A CTG assay, often referred to as a Cellular Thermal Shift Assay (CETSA), is a technique in molecular biology used to investigate how proteins interact with other molecules, such as potential drug compounds, within living cells. This method provides insights into protein stability and changes in their structural integrity when they bind to a ligand. By observing these changes in a cellular environment, researchers gain a more accurate understanding of molecular interactions.
Understanding CTG Assay: What It Is
The CTG assay is based on the principle that the thermal stability of a protein can change upon binding to another molecule. Proteins naturally unfold or denature when exposed to increasing temperatures, leading to their precipitation. When a protein binds to a ligand, its structure often becomes more stable, requiring a higher temperature to induce unfolding. This stabilization, or “thermal shift,” serves as a direct indicator of a molecular interaction occurring within the cellular environment.
This shift in thermal denaturation temperature provides valuable information about whether a compound is binding to its intended protein target inside cells. Unlike traditional methods using purified proteins in a test tube, the CTG assay allows observation of these interactions in a more physiologically relevant context. This cellular context accounts for factors such as membrane permeability, intracellular metabolism, and other cellular components that can influence drug-target engagement. The assay offers a label-free approach to directly assessing target engagement of compounds in cells and tissues.
The Science Behind CTG Assay
Performing a CTG assay involves several steps to observe changes in protein solubility with temperature. Cells are initially treated with a compound of interest, or a control, and then subjected to a gradient of increasing temperatures. As the temperature rises, proteins begin to unfold, become insoluble, and precipitate.
Following the heat treatment, the cells are lysed, and the soluble protein fraction is separated from the insoluble, denatured proteins. The amount of the target protein remaining in the soluble fraction at each temperature point is then measured. Common detection methods include Western blotting or quantitative mass spectrometry. Changes in the amount of soluble protein across the temperature range reveal a protein’s thermal stability profile, allowing researchers to determine if and how a compound affects this stability.
Where CTG Assays Are Used
CTG assays have found broad utility in drug discovery and development. They are routinely employed to identify and validate potential drug targets by confirming that a drug candidate binds to its target protein within living cells. This is particularly useful in early-stage drug development to confirm target engagement, a significant factor in predicting therapeutic effect.

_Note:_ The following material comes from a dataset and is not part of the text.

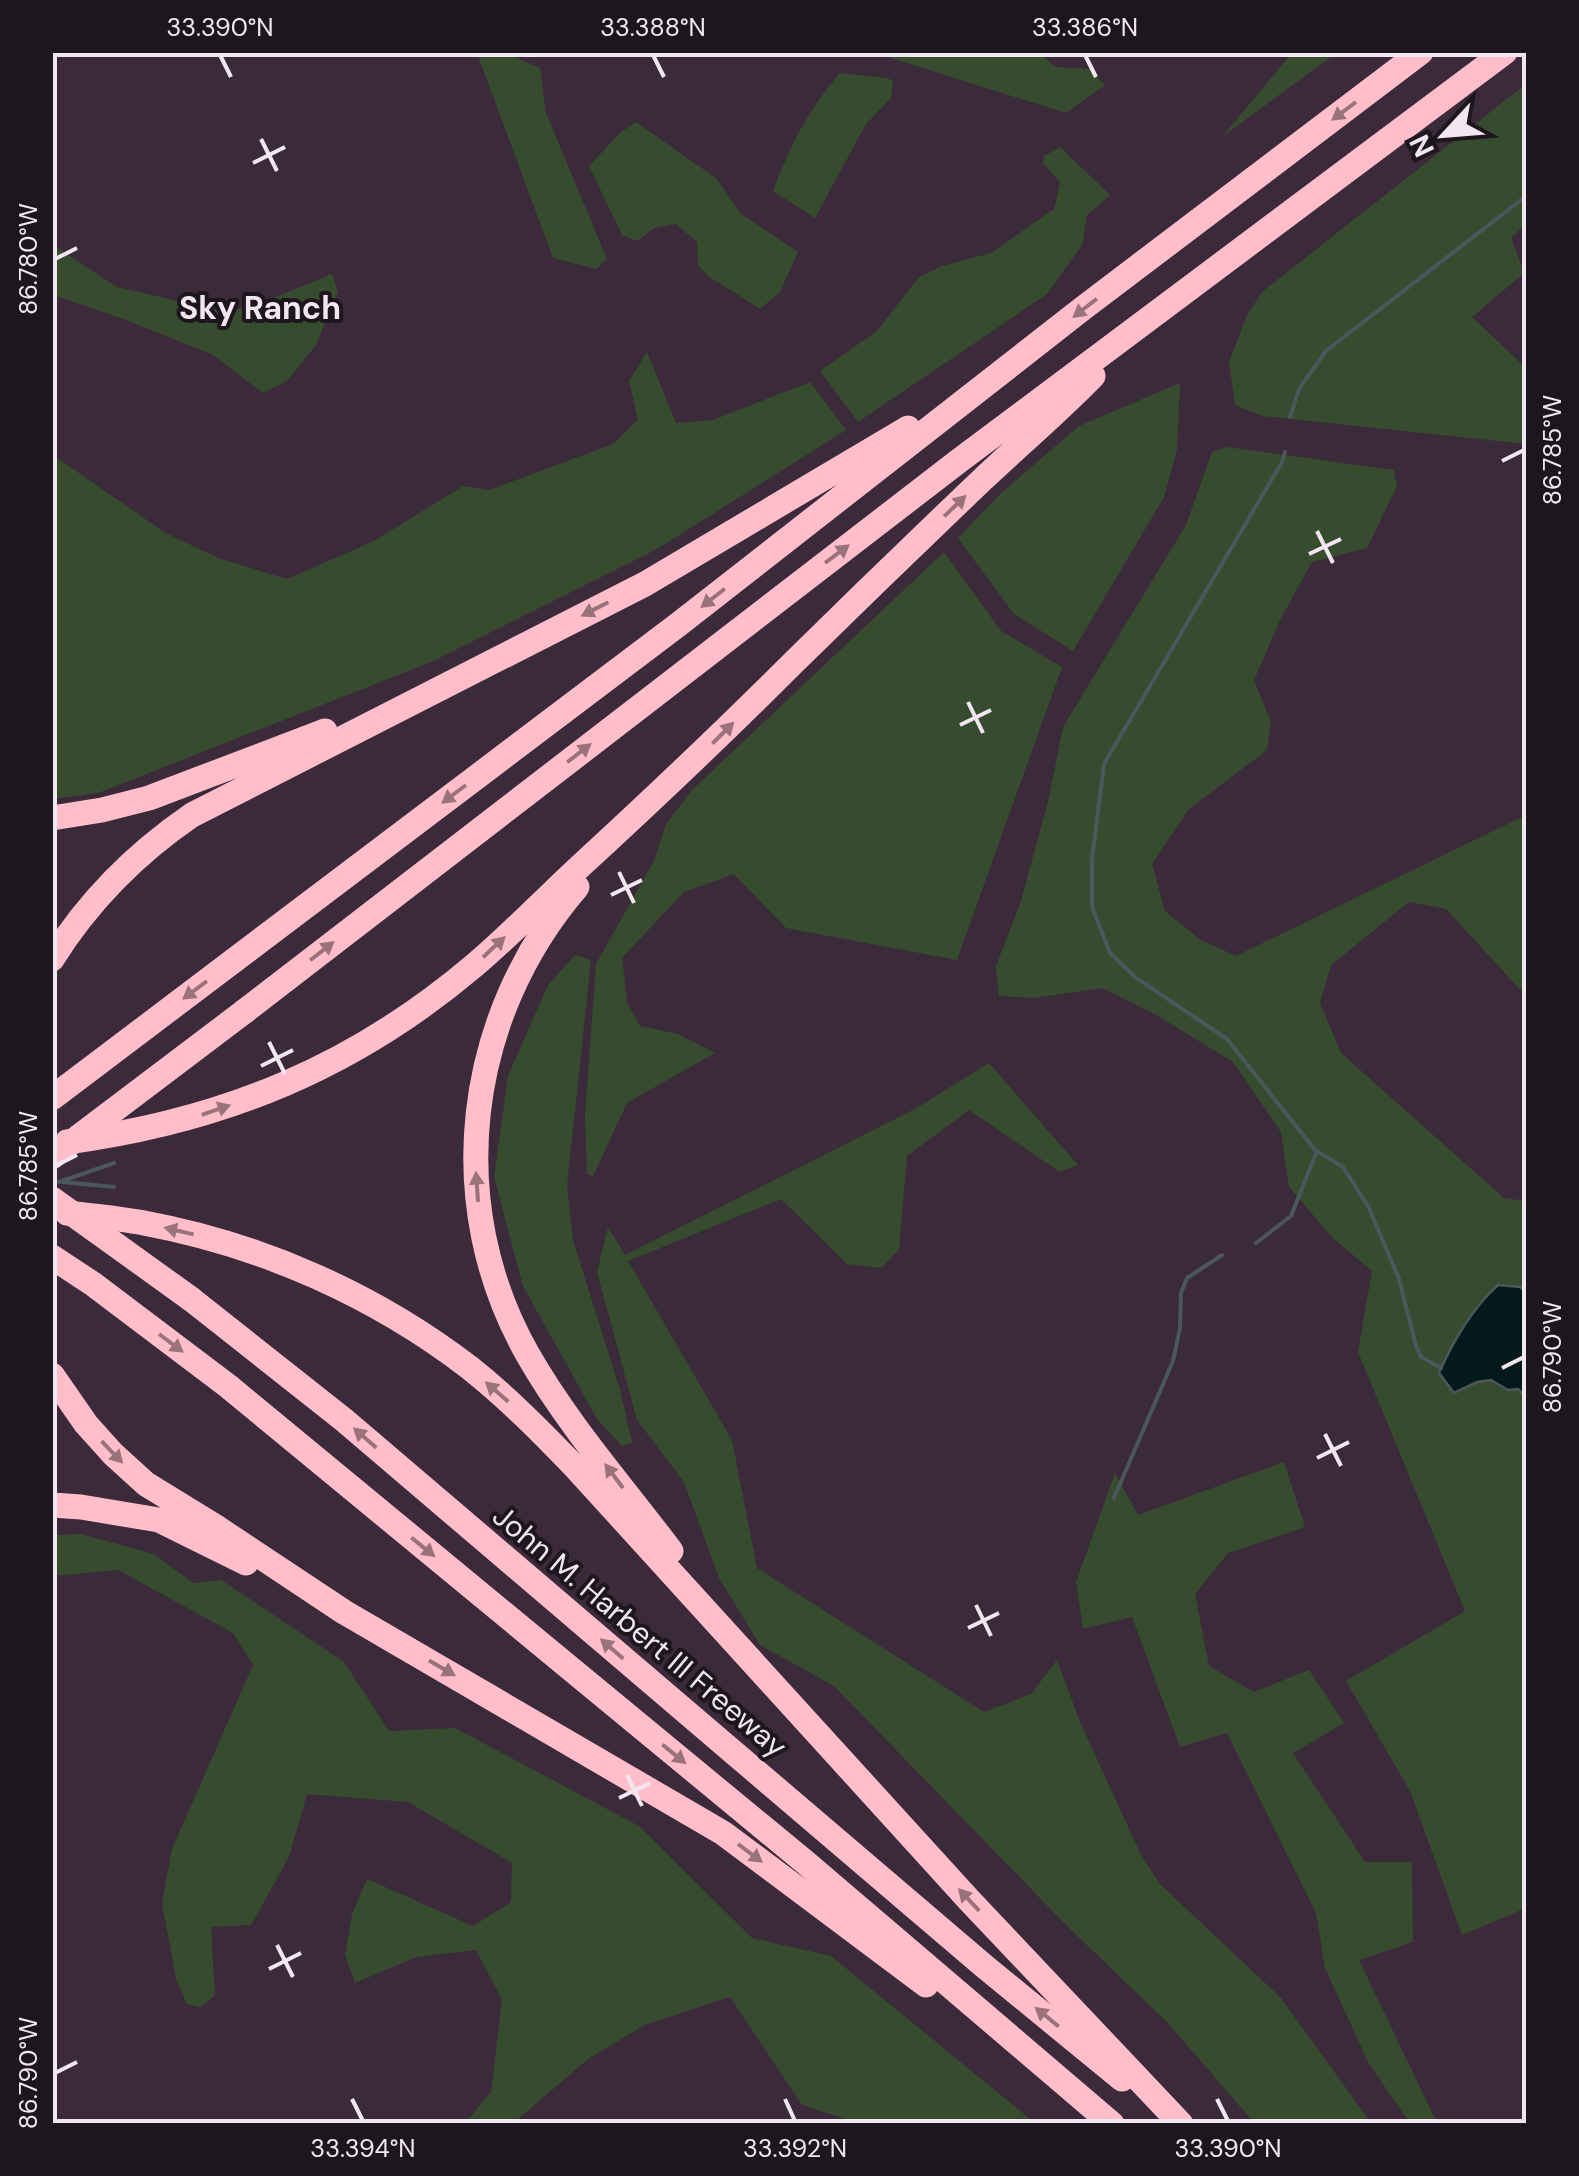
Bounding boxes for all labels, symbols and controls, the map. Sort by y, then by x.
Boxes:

The assay also helps understand the mechanism of action of new compounds, revealing how they interact with targets and influence protein stability. Beyond drug discovery, CTG assays contribute to studying protein-protein interactions and exploring disease mechanisms where protein stability is altered. For instance, it can be used to investigate drug binding in specific cellular environments like platelets, providing insights into how drugs interact with their targets.

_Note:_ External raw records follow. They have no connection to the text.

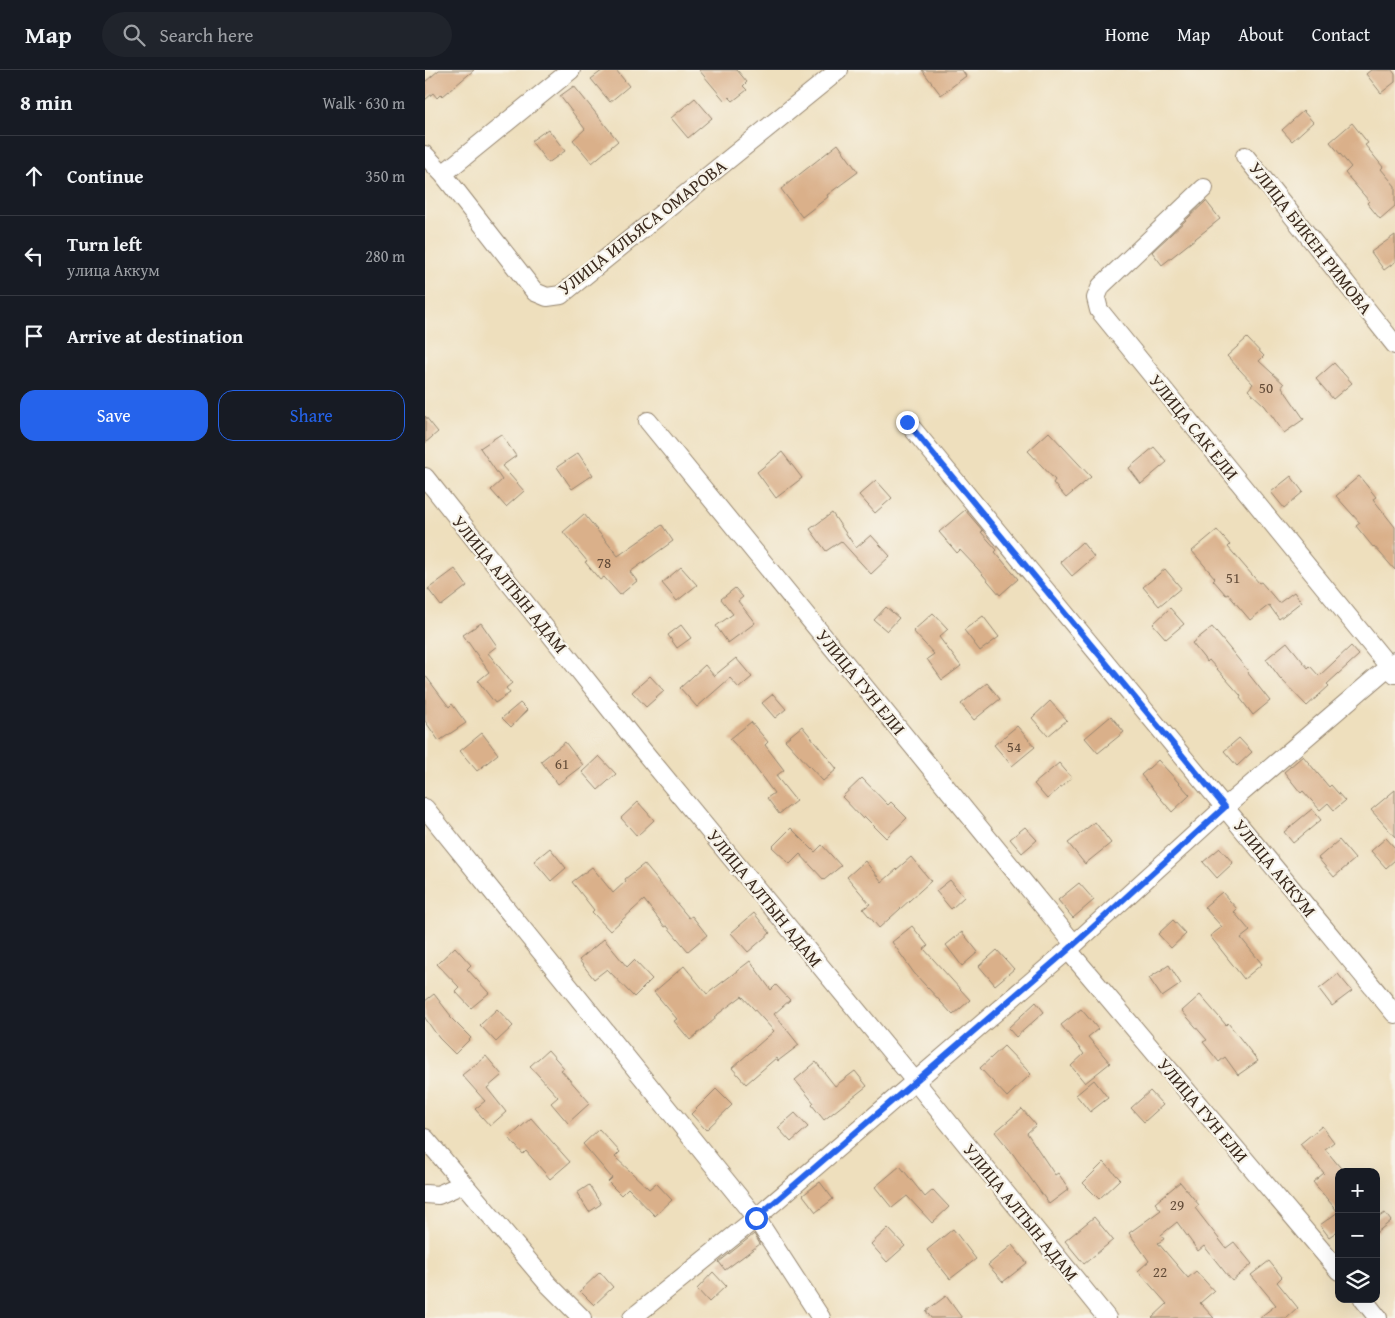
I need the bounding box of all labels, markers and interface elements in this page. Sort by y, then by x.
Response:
search box [102,12,452,57]
text: Map [25,17,72,52]
icon: search [120,21,148,49]
text: Search here [160,21,253,49]
text: Home [1105,21,1149,48]
text: Map [1177,21,1210,48]
text: About [1238,21,1284,48]
text: Contact [1312,21,1370,48]
text: 8 min [20,87,72,118]
text: Walk · 630 m [322,91,405,115]
street label: УЛИЦА ИЛЬЯСА ОМАРОВА [552,152,732,302]
street label: УЛИЦА БИКЕН РИМОВА [1243,156,1379,320]
icon: ahead [20,162,48,190]
text: Continue [67,162,144,190]
text: 350 m [365,164,405,188]
text: Turn left [67,230,142,258]
icon: left [20,242,48,270]
text: 280 m [365,244,405,268]
text: улица Аккум [67,258,160,282]
icon: arrive [20,322,48,350]
text: Arrive at destination [67,322,243,350]
street label: УЛИЦА САК ЕЛИ [1143,368,1245,486]
house number: 50 [1259,377,1273,398]
button: Save [20,390,208,441]
button: Share [218,390,405,441]
route end [896,411,919,434]
street label: УЛИЦА АЛТЫН АДАМ [446,509,574,659]
house number: 78 [597,552,611,573]
house number: 51 [1226,567,1240,588]
street label: УЛИЦА ГУН ЕЛИ [810,623,912,741]
house number: 54 [1007,736,1021,757]
house number: 61 [555,753,569,774]
street label: УЛИЦА АККУМ [1227,813,1323,923]
street label: УЛИЦА АЛТЫН АДАМ [701,823,829,973]
street label: УЛИЦА ГУН ЕЛИ [1151,1052,1255,1168]
street label: УЛИЦА АЛТЫН АДАМ [957,1137,1085,1287]
map controls [1335,1168,1380,1303]
button: + [1335,1168,1380,1213]
house number: 29 [1170,1194,1184,1215]
route start [745,1207,768,1230]
button: − [1335,1213,1380,1258]
button: layers [1335,1258,1380,1303]
house number: 22 [1153,1261,1167,1282]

Making Sense of CTG Assay Results
Interpreting CTG assay results involves analyzing the protein’s “melting curve,” which plots soluble protein against increasing temperatures. A typical melting curve shows a decrease in soluble protein as temperature rises, indicating denaturation. When a ligand binds to a protein, it often stabilizes the protein’s structure, causing the melting curve to shift towards higher temperatures.

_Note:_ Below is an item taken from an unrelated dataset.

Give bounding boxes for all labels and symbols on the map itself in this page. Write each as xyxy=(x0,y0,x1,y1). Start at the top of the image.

This shift signifies that a higher temperature is required to denature 50% of the protein, known as the melting temperature (Tm). An increase in Tm indicates the compound has bound and stabilized the protein, confirming an interaction. Conversely, a decrease in Tm could suggest that the compound destabilizes the protein. Researchers look for these thermal shifts to confirm binding and understand interaction strength in a cellular context.